In August 1996 I spent a week with Phyllis in northern California. My wife was preparing to leave our home and move to Oregon, taking our daughter along. Some of the time we were in Livermore, some of the time in Marin County, near the San Francisco Zen Center. One day we were driving along the coast road, and I started thinking about the Enneagram, which I almost never do. I had almost a vision of how the gaps in the process are required for the interconnection of all things, for the reciprocal maintenance of the Universe. I have attempted to reproduce the information in visual form in one of the pages of this essay.
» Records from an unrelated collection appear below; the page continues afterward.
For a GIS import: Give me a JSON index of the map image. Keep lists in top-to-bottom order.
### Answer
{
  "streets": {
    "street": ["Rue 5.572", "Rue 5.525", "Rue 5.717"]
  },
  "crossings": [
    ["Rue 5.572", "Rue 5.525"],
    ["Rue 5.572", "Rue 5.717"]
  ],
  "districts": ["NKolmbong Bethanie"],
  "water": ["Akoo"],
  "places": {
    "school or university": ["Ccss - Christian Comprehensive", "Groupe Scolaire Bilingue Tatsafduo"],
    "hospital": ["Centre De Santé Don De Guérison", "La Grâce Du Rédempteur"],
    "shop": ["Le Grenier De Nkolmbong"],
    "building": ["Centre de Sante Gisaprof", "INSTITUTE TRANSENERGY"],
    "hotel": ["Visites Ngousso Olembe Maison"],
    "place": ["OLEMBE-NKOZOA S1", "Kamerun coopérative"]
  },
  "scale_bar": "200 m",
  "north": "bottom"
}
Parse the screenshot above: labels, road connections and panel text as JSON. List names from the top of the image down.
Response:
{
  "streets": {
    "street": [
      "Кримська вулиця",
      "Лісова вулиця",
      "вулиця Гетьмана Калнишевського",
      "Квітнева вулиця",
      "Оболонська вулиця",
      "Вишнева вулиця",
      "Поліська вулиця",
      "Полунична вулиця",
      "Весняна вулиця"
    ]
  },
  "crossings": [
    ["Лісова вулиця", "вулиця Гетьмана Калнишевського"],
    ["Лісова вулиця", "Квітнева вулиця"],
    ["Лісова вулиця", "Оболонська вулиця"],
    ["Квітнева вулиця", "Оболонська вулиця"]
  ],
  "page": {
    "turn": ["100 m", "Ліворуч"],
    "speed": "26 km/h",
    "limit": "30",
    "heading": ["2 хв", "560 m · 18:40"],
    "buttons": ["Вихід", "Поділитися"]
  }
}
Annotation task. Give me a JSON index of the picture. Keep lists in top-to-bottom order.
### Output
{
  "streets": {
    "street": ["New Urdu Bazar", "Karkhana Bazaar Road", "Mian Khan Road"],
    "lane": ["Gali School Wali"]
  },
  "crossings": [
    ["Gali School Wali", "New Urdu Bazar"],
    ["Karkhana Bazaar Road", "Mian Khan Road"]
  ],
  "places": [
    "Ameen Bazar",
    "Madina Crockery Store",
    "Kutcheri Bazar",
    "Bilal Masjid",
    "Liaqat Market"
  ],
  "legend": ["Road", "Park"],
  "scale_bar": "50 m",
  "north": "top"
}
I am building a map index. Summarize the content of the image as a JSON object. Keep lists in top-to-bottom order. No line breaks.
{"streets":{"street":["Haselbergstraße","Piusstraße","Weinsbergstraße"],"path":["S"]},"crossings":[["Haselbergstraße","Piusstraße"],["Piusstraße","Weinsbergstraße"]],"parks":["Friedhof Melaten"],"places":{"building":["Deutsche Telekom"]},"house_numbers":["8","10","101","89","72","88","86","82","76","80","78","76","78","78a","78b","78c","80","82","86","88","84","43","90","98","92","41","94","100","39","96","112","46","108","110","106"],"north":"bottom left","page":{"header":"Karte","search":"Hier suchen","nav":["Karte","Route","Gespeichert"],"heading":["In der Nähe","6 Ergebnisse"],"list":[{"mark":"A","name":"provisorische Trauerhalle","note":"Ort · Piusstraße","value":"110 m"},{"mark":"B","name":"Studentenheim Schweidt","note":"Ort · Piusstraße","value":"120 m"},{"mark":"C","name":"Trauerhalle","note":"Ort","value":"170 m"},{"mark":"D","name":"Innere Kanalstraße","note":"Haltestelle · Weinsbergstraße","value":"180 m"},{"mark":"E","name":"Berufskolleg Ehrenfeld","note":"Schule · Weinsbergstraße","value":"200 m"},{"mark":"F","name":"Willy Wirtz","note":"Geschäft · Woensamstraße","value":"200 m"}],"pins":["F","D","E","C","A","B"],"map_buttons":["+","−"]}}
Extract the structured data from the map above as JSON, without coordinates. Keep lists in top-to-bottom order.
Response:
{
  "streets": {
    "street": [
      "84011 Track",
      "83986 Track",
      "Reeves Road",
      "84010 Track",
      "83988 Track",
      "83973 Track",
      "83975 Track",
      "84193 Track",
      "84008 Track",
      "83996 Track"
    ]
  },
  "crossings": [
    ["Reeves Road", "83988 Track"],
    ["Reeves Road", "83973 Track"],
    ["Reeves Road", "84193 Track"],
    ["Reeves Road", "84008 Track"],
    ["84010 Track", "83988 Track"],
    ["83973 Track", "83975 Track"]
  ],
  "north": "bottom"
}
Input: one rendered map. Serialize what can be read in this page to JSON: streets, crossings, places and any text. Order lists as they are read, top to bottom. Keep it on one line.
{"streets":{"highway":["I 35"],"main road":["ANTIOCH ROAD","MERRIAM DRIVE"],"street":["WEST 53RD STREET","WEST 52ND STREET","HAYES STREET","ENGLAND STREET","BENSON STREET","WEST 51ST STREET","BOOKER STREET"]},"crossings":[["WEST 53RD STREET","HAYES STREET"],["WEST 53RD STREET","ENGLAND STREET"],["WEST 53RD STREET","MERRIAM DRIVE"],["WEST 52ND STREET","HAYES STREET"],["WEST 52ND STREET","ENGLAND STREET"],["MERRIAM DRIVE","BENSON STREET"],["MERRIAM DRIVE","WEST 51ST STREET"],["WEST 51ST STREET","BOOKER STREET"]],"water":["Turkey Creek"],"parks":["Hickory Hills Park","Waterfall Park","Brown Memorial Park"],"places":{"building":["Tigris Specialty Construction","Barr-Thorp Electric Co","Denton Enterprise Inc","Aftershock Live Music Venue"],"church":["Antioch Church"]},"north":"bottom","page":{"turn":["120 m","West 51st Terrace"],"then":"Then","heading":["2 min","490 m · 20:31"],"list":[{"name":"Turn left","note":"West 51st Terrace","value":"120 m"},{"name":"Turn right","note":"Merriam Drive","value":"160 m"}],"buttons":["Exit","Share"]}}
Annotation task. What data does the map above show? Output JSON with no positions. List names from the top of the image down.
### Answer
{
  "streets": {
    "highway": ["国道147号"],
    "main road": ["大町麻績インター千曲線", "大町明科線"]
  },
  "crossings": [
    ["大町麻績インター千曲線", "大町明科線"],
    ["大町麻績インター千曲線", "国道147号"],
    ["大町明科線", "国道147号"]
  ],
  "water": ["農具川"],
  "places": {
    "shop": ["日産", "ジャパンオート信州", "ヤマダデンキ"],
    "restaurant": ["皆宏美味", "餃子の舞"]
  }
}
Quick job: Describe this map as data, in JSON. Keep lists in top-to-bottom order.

I spoke to Phyllis about the necessity of imperfection, and she told me this was the main point of Zen.
I want to emphasize that we did no “Work” on this trip of which I was aware. No “superefforts” were made, no suffering either intentional or voluntary took place (although I was in a lot of pain over the impending loss of my family). My impression when I had this insight about Zen and imperfection was that it was accidental. It was overflow from the energy or Wisdom that Phyllis was pouring into me to help me deal with my pain. My glass became, not half full or half empty, but overfull and stuff just started to spill out.
On the way home I stopped at the airport bookstore, they happened to have a copy of Vollmar’s book, and I bought it. While changing planes in Chicago I came to his description of the “dark night of the Soul” and the points of maximum disharmony, and realized this had to be wrong, that this was Harmony Through Conflict. After that it was just a process of working through the insight so that it could be confirmed to my rational mind and communicated through words and images.
Harmony Through Conflict is a central myth of almost every human culture. It is the structure of the heroic approach to life. The antidote to Harmony Through Conflict is Coyote/Hermes/Loki, the Trickster who shows us that all our judgements are wrong, all our expectations are foolish, that Wisdom manifests only in this moment NOW, and cannot be captured in a vessel and saved up for when we might really need it.
It is my hope that this essay will resolve a misunderstanding that has plagued Gurdjieff’s and Bennett’s students and been the cause of their being “stuck.”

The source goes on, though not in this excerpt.